Si je devais décrire mon nom avec un adjectif? Ce serait « rocambolesque », pour Napoléon. Ruben, c’est « feel good », je dirais.
Sasha, 20 ans: « Stylé et unique, comme moi »
J’aime beaucoup mon prénom, je le trouve original. Et je ne connais personne qui s’appelle comme ça, alors, pour moi, il est un peu unique. C’est un prénom russe au départ, c’est le diminutif d’Alexandra. Mes parents étaient indécis, ma mère a proposé Sasha et ça a mis tout le monde d’accord. Ma mère m’appelle parfois Sachounette ou Sash. Je trouve qu’il me va bien, je l’aime beaucoup. Et beaucoup de gens me disent que je le porte bien.
Plus jeune, je ne l’aimais pas, parce que je trouvais que c’était un prénom de mec. Au collège, quand les profs faisaient l’appel, ils étaient surpris quand ils entendaient ma voix. Ils s’attendaient toujours à un garçon. J’ai eu envie de m’appeler Lou, et puis j’ai commencé à l’apprécier. Finalement, je pense qu’il est assez représentatif de ma personnalité. Il est stylé et unique, comme moi au final (rires).

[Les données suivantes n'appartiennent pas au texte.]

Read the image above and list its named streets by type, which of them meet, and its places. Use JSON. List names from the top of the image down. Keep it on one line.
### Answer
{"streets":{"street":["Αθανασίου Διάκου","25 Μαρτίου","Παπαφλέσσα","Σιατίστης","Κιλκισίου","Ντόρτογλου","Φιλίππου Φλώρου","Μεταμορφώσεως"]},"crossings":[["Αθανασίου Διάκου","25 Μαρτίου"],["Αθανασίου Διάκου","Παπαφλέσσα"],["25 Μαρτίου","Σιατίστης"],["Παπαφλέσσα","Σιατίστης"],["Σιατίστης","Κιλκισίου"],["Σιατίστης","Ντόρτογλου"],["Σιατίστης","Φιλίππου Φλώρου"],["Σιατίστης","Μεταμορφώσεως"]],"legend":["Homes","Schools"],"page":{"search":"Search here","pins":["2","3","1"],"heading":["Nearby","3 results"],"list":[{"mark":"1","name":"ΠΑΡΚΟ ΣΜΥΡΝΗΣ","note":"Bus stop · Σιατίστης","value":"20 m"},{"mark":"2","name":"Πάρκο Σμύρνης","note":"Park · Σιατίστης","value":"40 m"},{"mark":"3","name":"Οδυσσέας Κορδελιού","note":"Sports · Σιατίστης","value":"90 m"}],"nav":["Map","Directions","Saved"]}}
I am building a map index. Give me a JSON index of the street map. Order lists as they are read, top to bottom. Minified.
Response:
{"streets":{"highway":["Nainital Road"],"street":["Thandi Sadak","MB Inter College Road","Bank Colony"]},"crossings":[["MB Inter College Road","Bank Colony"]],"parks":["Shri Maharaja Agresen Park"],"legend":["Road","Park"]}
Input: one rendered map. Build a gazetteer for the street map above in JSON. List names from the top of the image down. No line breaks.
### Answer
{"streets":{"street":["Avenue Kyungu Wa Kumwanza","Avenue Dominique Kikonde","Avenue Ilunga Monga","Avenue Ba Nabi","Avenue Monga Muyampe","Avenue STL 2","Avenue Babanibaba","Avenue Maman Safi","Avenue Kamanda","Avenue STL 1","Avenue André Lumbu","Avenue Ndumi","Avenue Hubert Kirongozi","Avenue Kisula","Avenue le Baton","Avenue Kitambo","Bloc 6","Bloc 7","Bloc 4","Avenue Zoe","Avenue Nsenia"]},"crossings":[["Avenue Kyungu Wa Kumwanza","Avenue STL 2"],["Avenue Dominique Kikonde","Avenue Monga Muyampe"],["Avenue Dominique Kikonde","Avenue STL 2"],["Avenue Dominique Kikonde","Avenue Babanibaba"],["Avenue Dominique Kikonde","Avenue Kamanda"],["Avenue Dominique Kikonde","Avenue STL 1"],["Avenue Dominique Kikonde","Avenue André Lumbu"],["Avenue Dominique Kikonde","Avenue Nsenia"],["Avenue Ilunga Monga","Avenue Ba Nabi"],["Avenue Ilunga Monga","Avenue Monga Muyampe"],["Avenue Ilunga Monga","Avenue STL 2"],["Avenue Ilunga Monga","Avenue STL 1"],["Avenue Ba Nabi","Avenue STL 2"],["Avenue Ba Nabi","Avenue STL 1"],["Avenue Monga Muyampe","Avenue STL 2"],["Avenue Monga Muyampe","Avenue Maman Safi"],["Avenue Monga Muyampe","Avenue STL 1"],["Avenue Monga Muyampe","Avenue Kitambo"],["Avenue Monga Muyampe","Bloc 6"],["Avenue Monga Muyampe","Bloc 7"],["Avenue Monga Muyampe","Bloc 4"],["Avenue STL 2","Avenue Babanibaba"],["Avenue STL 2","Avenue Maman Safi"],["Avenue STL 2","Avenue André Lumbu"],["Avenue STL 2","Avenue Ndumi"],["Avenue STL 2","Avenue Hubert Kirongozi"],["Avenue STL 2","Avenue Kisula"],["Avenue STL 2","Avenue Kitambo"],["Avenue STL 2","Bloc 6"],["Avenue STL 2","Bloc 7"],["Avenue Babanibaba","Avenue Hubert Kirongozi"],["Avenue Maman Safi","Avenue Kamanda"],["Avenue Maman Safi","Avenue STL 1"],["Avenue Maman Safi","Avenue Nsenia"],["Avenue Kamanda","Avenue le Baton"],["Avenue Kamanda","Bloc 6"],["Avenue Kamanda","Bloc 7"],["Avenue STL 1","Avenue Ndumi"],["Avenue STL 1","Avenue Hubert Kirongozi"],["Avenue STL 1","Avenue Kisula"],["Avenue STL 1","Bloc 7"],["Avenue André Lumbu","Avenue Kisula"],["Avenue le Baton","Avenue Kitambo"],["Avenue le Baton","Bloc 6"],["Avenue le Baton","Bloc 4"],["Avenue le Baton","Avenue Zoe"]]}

Contrôler les prénoms? Bof, ça veut dire réduire la liberté d’expression. Evidemment, quand je vois Elon Musk qui appelle son enfant X A je ne sais plus quoi, oui, c’est sûr que ça ne va pas. Mais tant que ce n’est pas pas vulgaire, ridicule ou de l’usurpation d’identité, je pense qu’il faut laisser les gens choisir.
Si je devais décrire mon nom avec un adjectif? Je pense que ce serait « unique », surtout Sasha pour une fille.
Marion, 25 ans: « J’en connais tellement d’autres »
J’aimais bien mon prénom quand j’étais petite parce qu’il était facile à écrire, et j’aimais bien faire le M en majuscule. Mais ce qui me plaisait moins, c’est que dans ma classe ou en colonie de vacances, il y avait systématiquement au moins trois Marion.
Mon père aimait bien ce prénom parce que c’était celui de son institutrice en maternelle, et il la trouvait douce, gentille et belle. Quand ma grand-mère maternelle a su que je m’appellerai Marion, elle a dit que je serais moche et grasse, car toutes les Marion sont moches et grasses. Je ne suis pas du tout en contact avec elle, d’ailleurs (rires). Quand j’étais petite, j’avais une règle sur laquelle étaient inscrits mon prénom et ses caractéristiques associées. Il était écrit que les Marion sont des gens calmes, des forces tranquilles. Je trouve du coup que ça me va bien, mais les autres Marion que je connais n’ont absolument pas le même caractère que moi, alors je ne crois pas que ce soit représentatif.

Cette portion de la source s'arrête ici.